BATAM – Kamis (21/4) Kantor Pelayanan Utama Bea dan Cukai (KPU BC) Tipe B Batam menerima kunjungan 6 (enam) siswa dari SMA Katolik Yos Sudarso Batam Centre. Dalam kunjungannya, siswa tersebut bertujuan ingin melakukan tanya jawab seputar Pengawasan Dalam Bidang Kepabeanan, Bagaimana Proses Masuk dan Keluarnya Barang dari/keluar Batam, dan Beredarnya Barang Ilegal di Batam.

IMG_8312-tile

Bertempat di Ruang Rapat KPU BC Batam Lantai II, Staff Layanan Informasi (LI) Galuh Cahyantino dan Moh. Rifqy menjelaskan bagaimana alur keluar dan masuknya barang dari dan keluar Batam. Salah satu peserta bertanya “Pengertian barang ilegal menurut bapak (narasumber) itu seperti apa?”.

IMG_8316-tile

“Barang ilegal adalah barang yang masuk ke daerah pabean tanpa dilengkapi dengan dokumen yang sah”, ujar Galuh.

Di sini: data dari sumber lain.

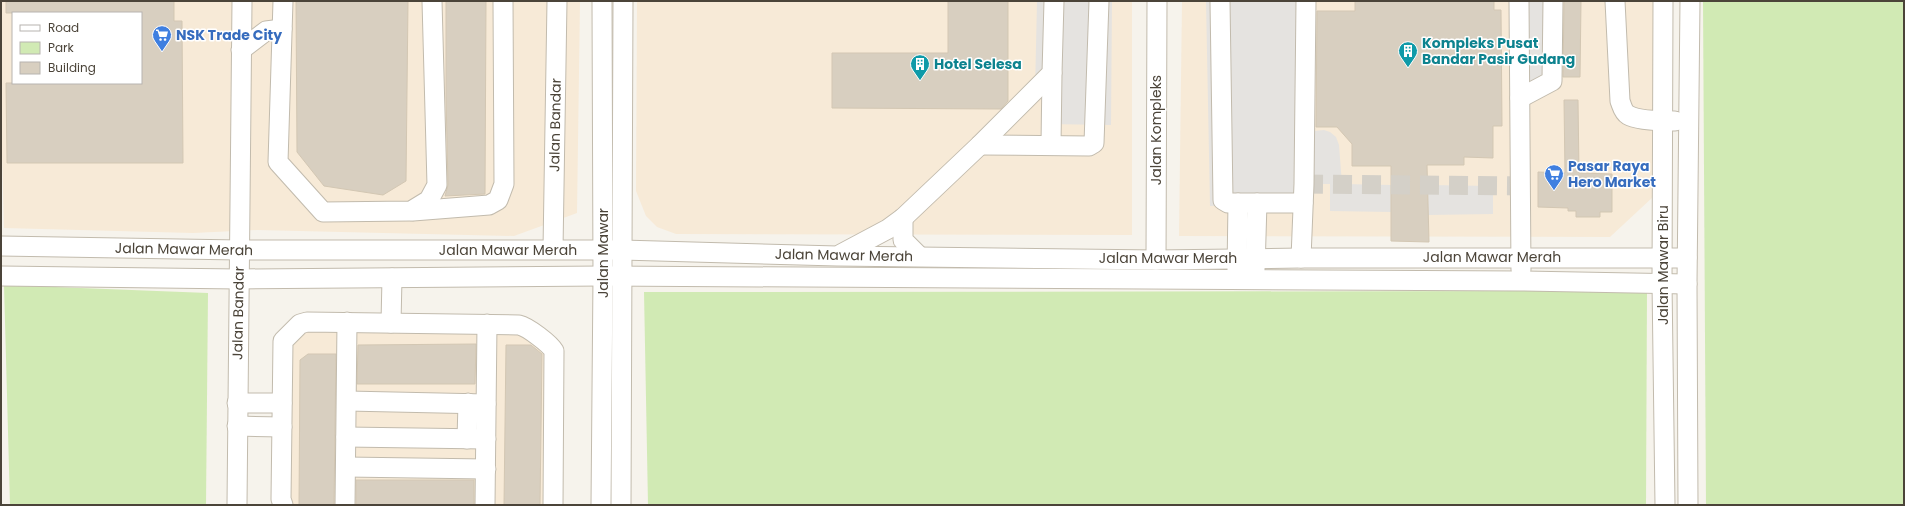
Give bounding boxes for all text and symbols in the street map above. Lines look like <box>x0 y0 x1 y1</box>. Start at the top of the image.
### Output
legend <box>12 12 142 84</box>
text: Road <box>48 19 79 36</box>
supermarket icon: NSK Trade City <box>151 24 173 52</box>
place label: NSK Trade City <box>176 25 282 45</box>
place label: Kompleks Pusat Bandar Pasir Gudang <box>1422 33 1575 69</box>
text: Park <box>48 39 75 56</box>
building icon: Kompleks Pusat Bandar Pasir Gudang <box>1397 40 1419 68</box>
building icon: Hotel Selesa <box>909 53 931 81</box>
place label: Hotel Selesa <box>934 54 1022 74</box>
text: Building <box>48 59 96 76</box>
street label: Jalan Kompleks <box>1146 75 1166 185</box>
street label: Jalan Bandar <box>544 78 566 172</box>
place label: Pasar Raya Hero Market <box>1568 156 1656 192</box>
supermarket icon: Pasar Raya Hero Market <box>1543 163 1565 191</box>
street label: Jalan Mawar Biru <box>1653 205 1673 325</box>
street label: Jalan Mawar <box>593 208 613 298</box>
street label: Jalan Mawar Merah <box>115 238 253 260</box>
street label: Jalan Mawar Merah <box>439 240 577 260</box>
street label: Jalan Mawar Merah <box>775 244 913 266</box>
street label: Jalan Mawar Merah <box>1423 247 1561 267</box>
street label: Jalan Mawar Merah <box>1099 248 1237 268</box>
street label: Jalan Bandar <box>227 266 249 360</box>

Lanjut pada materi berikutnya yaitu penjelasan mengenai letak Batam yang strategis sebagai pintu masuknya barang dari luar negeri dan juga beberapa peraturan yang mengikat. “Batam termasuk dalam wilayah Free Trade Zone atau biasa disebut FTZ, yaitu zona perdagangan bebas. Dimana barang Impor yang masuk ke Batam mendapatkan fasilitas penangguhan Bea Masuk sehingga beberapa jenis barang di Batam lebih murah dibanding di daerah lain.” Tambah Rifqy.

IMG_8307-tile

“Lalu apa sajakah barang yang paling sering masuk ke Batam?” ujar Deveyana, salah satu peserta. Ada beberapa komoditi yang paling sering masuk ke Batam, seperti barang elektronik, pakaian, dan juga sembako (Beras, Gula, Bawang). Dalam sesi tanya jawab ini dijelaskan juga mengenai langkah dari Bea dan Cukai untuk mengurangi kegiatan ilegal di Batam, yaitu penambahan armada kapal patroli untuk kegiatan pengawasan di sektor laut, melakukan kerjasama dengan beberapa instansi penegak hukum lain (TNI dan POLRI) dengan menggelar operasi bersama, dan juga pemasangan radar Coastal Surveillance System (CSS) untuk mengawasi kapal yang sulit dijangkau dengan patroli laut.

IMG_8325-tile

Bertepatan dengan Hari Kartini 21 April 2016, Staff wanita dari seksi LI, Sagitalia dan Putri Monica juga memberikan motivasi kepada para siswa dan siswi yang masih duduk di bangku sekolah tersebut untuk terus berjuang menuntut ilmu tanpa mengenal kata menyerah. Acara diakhiri dengan sesi foto bersama.